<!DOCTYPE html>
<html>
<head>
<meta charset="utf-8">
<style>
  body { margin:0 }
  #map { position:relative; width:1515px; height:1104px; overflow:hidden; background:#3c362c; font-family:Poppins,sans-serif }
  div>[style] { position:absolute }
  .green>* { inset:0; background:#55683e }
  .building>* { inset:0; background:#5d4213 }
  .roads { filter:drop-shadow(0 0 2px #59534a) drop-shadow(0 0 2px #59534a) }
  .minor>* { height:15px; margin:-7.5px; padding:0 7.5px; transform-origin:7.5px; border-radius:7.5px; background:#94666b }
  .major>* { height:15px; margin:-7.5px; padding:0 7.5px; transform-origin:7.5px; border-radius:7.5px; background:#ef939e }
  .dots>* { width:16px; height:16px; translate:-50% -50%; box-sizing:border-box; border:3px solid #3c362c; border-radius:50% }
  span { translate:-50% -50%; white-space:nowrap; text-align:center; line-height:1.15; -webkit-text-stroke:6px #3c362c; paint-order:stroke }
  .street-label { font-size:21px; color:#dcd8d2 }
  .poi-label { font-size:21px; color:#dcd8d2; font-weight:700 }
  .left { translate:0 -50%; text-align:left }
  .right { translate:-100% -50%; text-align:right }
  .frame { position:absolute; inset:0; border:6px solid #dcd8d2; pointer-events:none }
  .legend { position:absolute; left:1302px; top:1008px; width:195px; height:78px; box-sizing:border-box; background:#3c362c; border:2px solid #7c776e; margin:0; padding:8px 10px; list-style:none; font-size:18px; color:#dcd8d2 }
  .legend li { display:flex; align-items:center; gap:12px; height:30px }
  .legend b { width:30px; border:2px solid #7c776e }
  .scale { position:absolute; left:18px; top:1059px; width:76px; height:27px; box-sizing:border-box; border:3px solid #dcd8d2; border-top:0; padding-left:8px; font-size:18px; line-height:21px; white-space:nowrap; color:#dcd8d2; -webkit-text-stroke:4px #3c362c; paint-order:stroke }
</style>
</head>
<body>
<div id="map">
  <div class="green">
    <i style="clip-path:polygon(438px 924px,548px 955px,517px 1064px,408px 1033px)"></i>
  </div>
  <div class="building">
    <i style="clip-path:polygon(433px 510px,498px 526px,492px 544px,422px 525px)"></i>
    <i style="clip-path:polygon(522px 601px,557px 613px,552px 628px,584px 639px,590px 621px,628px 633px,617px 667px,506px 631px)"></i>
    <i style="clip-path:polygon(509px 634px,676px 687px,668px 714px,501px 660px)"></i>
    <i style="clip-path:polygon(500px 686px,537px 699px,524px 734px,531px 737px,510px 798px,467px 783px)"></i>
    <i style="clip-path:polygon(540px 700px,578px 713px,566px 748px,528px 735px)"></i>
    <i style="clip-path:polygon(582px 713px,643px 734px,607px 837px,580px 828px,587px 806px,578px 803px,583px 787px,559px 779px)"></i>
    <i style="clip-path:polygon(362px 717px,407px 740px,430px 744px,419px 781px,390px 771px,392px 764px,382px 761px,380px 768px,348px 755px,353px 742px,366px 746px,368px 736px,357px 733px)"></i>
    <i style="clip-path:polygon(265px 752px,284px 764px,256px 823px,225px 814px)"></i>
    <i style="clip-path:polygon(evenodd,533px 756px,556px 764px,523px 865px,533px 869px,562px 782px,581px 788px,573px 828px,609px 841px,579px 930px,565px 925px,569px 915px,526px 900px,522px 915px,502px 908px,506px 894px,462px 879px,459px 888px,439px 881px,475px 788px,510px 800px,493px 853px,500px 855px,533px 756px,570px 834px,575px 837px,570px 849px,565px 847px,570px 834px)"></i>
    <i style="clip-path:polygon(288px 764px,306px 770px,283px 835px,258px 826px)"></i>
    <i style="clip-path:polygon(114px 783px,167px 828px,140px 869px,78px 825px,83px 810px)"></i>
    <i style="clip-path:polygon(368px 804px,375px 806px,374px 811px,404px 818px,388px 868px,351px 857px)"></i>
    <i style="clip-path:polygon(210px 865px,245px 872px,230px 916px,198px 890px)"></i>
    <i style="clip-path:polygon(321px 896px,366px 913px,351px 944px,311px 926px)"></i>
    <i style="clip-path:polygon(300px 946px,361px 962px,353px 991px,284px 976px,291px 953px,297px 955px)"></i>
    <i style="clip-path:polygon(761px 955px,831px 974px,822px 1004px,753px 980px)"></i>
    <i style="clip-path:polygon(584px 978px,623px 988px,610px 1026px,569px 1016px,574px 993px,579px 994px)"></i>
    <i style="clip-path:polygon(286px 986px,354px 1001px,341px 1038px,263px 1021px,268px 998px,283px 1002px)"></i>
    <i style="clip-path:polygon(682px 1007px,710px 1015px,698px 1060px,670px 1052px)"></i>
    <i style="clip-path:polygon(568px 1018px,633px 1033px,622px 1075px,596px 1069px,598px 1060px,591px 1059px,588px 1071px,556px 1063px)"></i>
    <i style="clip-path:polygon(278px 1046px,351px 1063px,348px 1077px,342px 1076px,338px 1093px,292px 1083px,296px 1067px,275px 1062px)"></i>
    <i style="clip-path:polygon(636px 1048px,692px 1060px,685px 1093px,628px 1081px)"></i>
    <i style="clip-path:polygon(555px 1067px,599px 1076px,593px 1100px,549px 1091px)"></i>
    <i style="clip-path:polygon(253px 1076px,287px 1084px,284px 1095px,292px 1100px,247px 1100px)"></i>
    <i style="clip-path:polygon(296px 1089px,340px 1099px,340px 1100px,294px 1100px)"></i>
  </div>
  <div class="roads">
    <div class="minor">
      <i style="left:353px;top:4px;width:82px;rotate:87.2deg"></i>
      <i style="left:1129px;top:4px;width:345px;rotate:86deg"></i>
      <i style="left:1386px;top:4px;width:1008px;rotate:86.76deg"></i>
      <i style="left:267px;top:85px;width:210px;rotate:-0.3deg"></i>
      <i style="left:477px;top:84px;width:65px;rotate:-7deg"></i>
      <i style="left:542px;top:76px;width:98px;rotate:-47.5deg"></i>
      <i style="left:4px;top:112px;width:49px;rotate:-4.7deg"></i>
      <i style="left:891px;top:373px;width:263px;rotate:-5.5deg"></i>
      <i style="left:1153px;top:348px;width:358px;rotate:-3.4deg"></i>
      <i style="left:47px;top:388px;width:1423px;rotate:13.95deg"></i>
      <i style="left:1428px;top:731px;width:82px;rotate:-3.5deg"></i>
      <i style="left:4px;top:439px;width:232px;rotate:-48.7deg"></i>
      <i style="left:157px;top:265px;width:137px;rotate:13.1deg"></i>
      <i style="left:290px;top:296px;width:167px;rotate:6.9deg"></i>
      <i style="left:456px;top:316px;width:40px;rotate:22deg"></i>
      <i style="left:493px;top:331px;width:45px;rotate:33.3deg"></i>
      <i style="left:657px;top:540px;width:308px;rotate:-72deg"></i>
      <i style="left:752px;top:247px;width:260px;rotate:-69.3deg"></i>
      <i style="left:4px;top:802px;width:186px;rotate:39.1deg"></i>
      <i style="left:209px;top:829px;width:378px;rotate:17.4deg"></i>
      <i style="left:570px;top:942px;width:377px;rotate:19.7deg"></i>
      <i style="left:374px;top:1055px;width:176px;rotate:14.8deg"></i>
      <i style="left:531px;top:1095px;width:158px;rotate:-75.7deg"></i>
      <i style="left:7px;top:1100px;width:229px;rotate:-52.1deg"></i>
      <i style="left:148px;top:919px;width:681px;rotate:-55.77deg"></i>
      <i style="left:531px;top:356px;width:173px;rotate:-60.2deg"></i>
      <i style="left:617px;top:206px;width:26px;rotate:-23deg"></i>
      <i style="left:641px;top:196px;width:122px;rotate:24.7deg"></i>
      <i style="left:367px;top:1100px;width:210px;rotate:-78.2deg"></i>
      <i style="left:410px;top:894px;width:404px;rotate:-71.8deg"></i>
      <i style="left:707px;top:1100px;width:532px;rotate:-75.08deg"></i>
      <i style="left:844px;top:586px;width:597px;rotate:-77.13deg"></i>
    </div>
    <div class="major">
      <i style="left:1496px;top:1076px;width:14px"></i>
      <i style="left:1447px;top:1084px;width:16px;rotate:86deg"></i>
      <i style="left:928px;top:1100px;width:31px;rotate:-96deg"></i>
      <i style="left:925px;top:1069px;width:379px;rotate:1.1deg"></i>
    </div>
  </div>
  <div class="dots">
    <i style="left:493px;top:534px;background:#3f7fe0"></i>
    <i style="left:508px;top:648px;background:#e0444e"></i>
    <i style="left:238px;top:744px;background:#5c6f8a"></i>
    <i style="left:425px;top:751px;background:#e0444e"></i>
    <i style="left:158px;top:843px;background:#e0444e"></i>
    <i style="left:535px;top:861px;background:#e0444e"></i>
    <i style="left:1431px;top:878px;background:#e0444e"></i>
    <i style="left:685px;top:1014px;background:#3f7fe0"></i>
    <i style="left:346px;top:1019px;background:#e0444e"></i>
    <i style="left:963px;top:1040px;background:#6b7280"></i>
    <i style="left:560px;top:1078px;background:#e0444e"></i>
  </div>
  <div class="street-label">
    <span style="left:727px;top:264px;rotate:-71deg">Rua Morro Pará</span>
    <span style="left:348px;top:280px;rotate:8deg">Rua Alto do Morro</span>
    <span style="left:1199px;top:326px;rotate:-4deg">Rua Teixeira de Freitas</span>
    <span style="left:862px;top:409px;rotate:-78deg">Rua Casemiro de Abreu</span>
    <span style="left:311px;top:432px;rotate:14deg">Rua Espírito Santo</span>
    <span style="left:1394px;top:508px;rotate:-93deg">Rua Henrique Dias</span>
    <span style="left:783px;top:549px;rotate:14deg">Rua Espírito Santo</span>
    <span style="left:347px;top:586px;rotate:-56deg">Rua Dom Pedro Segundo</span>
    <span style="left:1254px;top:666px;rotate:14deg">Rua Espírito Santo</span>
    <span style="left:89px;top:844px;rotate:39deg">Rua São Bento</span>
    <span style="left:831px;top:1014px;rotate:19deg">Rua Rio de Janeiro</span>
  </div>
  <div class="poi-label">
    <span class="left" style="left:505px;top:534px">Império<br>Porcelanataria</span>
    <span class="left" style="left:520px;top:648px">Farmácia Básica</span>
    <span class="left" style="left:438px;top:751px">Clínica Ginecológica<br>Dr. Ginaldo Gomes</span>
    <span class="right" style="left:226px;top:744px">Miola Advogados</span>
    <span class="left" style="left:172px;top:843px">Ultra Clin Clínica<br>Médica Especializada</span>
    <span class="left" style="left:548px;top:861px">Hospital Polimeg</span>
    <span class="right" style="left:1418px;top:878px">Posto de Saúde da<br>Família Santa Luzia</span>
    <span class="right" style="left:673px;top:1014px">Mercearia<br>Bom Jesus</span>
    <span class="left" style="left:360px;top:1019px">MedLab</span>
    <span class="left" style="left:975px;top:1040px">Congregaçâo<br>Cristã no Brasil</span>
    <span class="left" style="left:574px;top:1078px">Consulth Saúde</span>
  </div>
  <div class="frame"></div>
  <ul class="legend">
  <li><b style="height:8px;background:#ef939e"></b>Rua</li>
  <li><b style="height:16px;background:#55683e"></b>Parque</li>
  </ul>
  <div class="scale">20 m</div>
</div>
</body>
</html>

───

# TASK PROMPT:
In the data above, repeat exactly each line from the first through the line that contains "display:flex; align-items:center; gap:12px;", and give nothing else.

# RESULT OF THIS EXERCISE:
<!DOCTYPE html>
<html>
<head>
<meta charset="utf-8">
<style>
  body { margin:0 }
  #map { position:relative; width:1515px; height:1104px; overflow:hidden; background:#3c362c; font-family:Poppins,sans-serif }
  div>[style] { position:absolute }
  .green>* { inset:0; background:#55683e }
  .building>* { inset:0; background:#5d4213 }
  .roads { filter:drop-shadow(0 0 2px #59534a) drop-shadow(0 0 2px #59534a) }
  .minor>* { height:15px; margin:-7.5px; padding:0 7.5px; transform-origin:7.5px; border-radius:7.5px; background:#94666b }
  .major>* { height:15px; margin:-7.5px; padding:0 7.5px; transform-origin:7.5px; border-radius:7.5px; background:#ef939e }
  .dots>* { width:16px; height:16px; translate:-50% -50%; box-sizing:border-box; border:3px solid #3c362c; border-radius:50% }
  span { translate:-50% -50%; white-space:nowrap; text-align:center; line-height:1.15; -webkit-text-stroke:6px #3c362c; paint-order:stroke }
  .street-label { font-size:21px; color:#dcd8d2 }
  .poi-label { font-size:21px; color:#dcd8d2; font-weight:700 }
  .left { translate:0 -50%; text-align:left }
  .right { translate:-100% -50%; text-align:right }
  .frame { position:absolute; inset:0; border:6px solid #dcd8d2; pointer-events:none }
  .legend { position:absolute; left:1302px; top:1008px; width:195px; height:78px; box-sizing:border-box; background:#3c362c; border:2px solid #7c776e; margin:0; padding:8px 10px; list-style:none; font-size:18px; color:#dcd8d2 }
  .legend li { display:flex; align-items:center; gap:12px; height:30px }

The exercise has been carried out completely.